What Fugu Ultra Is and Why It Matters
Fugu Ultra is a multi-agent orchestration system from Sakana AI that coordinates a pool of language models through a single OpenAI-compatible API, aiming to deliver frontier-level performance without relying on one gigantic model. Instead of a monolithic frontier AI model, Fugu Ultra acts as a conductor: it can assign subtasks across several expert LLMs, including versions of itself, and merge their outputs into a single answer. The system targets demanding, multi-step workflows in engineering, science, cybersecurity, and research where long context, consistency, and thoroughness matter more than raw token-per-second speed. By wrapping this complexity behind a familiar API, Sakana lowers the switching cost for teams already building on OpenAI-style endpoints. This design directly questions the idea that only vast compute budgets and single supersized models can reach the top of modern AI benchmarks.

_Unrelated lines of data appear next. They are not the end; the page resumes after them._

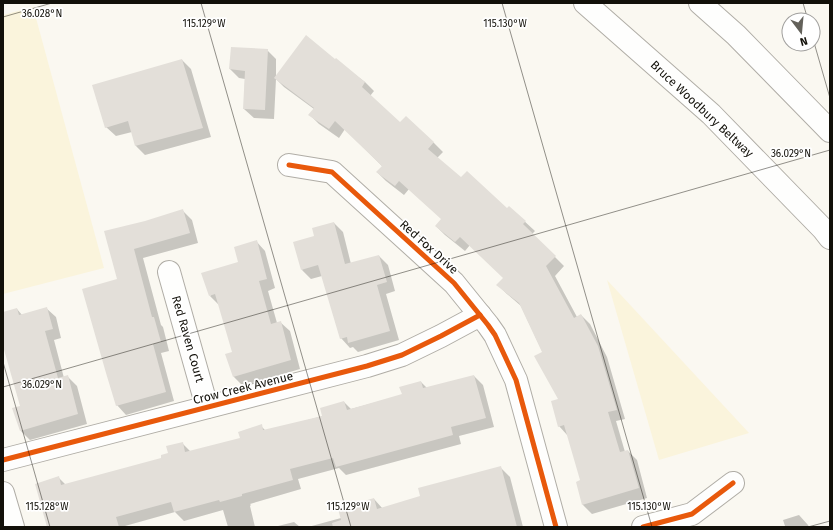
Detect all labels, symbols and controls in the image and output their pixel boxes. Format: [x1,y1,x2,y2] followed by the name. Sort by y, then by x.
[22,8,62,20] text: 36.028°N
[781,12,821,52] north arrow
[183,18,226,30] text: 115.129°W
[483,18,527,30] text: 115.130°W
[798,34,809,48] text: N
[648,58,756,160] street label: Bruce Woodbury Beltway
[771,148,811,160] text: 36.029°N
[397,217,461,277] street label: Red Fox Drive
[169,294,207,385] street label: Red Raven Court
[192,369,294,407] street label: Crow Creek Avenue
[22,379,62,391] text: 36.029°N
[25,501,69,513] text: 115.128°W
[327,501,370,513] text: 115.129°W
[627,501,671,513] text: 115.130°W

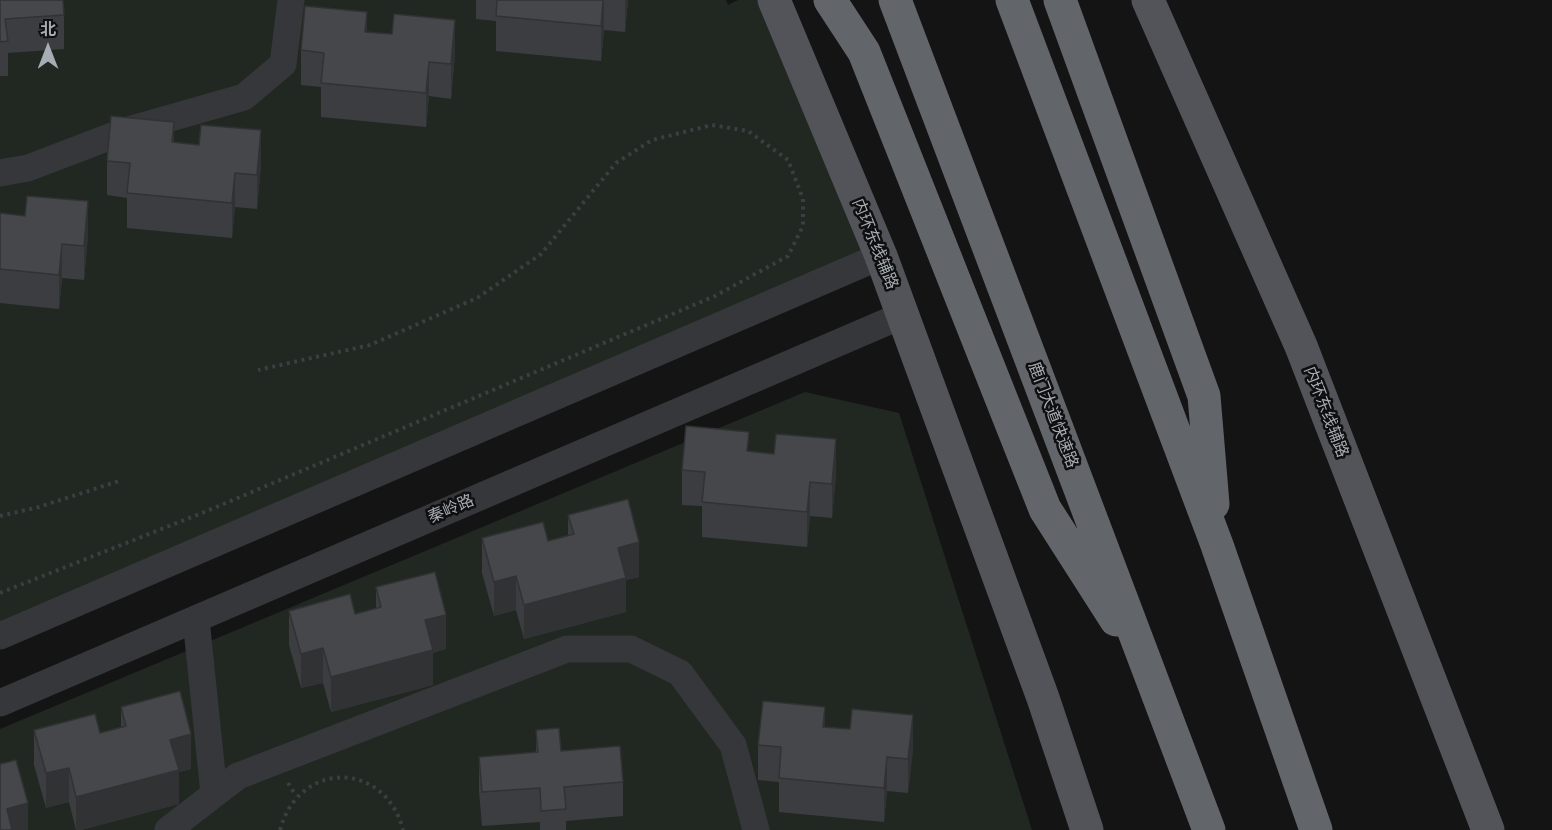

Multi-Agent Orchestration vs Monolithic Frontier Models
Sakana’s approach rests on the idea that AI model orchestration can rival or exceed monolithic frontier AI models. The Fugu Ultra model does not lock into fixed roles for each agent; instead, it dynamically routes tasks among a pool of models and composes their results. Under the hood, research like TRINITY and Conductor informs how Fugu assigns Thinker, Worker, and Verifier roles over multiple turns and learns natural-language coordination strategies. This means workflows are not hand-designed but discovered through reinforcement learning, allowing patterns humans might miss. Multi-agent orchestration has strategic advantages: it can reuse existing models, adapt as new ones arrive, and avoid the cost curve of ever-larger single models. For smaller labs, this offers a credible route to competitive systems without matching the compute scale of frontier labs, reframing the race as one of coordination rather than sheer size.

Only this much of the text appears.